Begin by making the coconut-coriander-tamarind paste:
In a blender or food processor, combine the shredded coconut, coriander seeds, tamarind, red chilies, and turmeric powder.
Grind them into a fine paste. You may need to add a little water to aid the blending process, but use as little water as possible to maintain a thick paste consistency.
In a cooking pan, heat some oil over medium heat. You can use coconut oil or any cooking oil of your choice.
Add the finely chopped onions to the heated oil and sauté them until they become translucent.
Add the prawns to the pan and cook until they turn pink and are cooked through.
If you like it spicier, you can add the optional green chili and crushed ginger to the pan. Sauté them for a minute.
Now, add the ground coconut-coriander-tamarind paste to the pan. Mix it well with the onion and prawn mixture.

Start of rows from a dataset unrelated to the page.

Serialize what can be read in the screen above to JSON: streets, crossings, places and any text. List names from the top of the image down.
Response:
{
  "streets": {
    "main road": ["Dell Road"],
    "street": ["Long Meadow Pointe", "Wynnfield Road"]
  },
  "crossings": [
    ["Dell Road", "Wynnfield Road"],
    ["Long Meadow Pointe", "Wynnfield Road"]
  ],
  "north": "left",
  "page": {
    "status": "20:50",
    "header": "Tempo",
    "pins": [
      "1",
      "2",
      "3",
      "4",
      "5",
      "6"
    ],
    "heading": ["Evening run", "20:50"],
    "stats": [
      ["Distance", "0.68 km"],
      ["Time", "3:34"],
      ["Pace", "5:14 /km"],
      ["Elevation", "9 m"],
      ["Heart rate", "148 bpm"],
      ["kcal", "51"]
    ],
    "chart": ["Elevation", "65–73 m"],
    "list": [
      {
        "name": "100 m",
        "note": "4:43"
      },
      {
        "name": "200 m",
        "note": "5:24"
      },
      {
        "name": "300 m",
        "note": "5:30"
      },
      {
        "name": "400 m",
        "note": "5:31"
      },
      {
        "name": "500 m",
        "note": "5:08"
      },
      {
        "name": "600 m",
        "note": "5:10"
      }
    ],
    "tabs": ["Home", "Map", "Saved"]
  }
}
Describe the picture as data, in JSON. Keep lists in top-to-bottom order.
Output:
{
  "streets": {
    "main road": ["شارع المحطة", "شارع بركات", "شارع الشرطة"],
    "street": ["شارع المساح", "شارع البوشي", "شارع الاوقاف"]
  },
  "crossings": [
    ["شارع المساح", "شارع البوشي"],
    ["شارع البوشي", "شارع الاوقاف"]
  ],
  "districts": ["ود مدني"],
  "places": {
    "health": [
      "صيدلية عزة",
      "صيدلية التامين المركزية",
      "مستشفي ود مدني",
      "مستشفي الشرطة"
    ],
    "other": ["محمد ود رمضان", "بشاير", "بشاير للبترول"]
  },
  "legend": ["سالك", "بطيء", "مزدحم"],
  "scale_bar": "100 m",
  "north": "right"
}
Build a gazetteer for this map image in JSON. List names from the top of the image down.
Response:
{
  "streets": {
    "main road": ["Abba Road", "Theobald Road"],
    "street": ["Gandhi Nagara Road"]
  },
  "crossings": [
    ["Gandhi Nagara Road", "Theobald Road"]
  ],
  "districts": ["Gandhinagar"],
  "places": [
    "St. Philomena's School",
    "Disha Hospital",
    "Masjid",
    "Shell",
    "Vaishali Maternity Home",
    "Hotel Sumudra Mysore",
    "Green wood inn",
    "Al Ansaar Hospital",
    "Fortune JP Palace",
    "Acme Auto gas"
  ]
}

Add salt to taste and simmer the mixture for a few minutes to allow the flavors to meld together. You can adjust the consistency by adding some water if needed. The dish is usually semi-thick in consistency.
Once everything is well combined and the flavors have infused, remove the pan from heat.
Your Konkani-style Sungata Ambat is ready to be served. It's typically served with steamed rice, and the flavorful coconut-based gravy pairs wonderfully with the prawns and spices.
Enjoy your Sungata Ambat, a traditional Konkani dish with rich coastal flavors!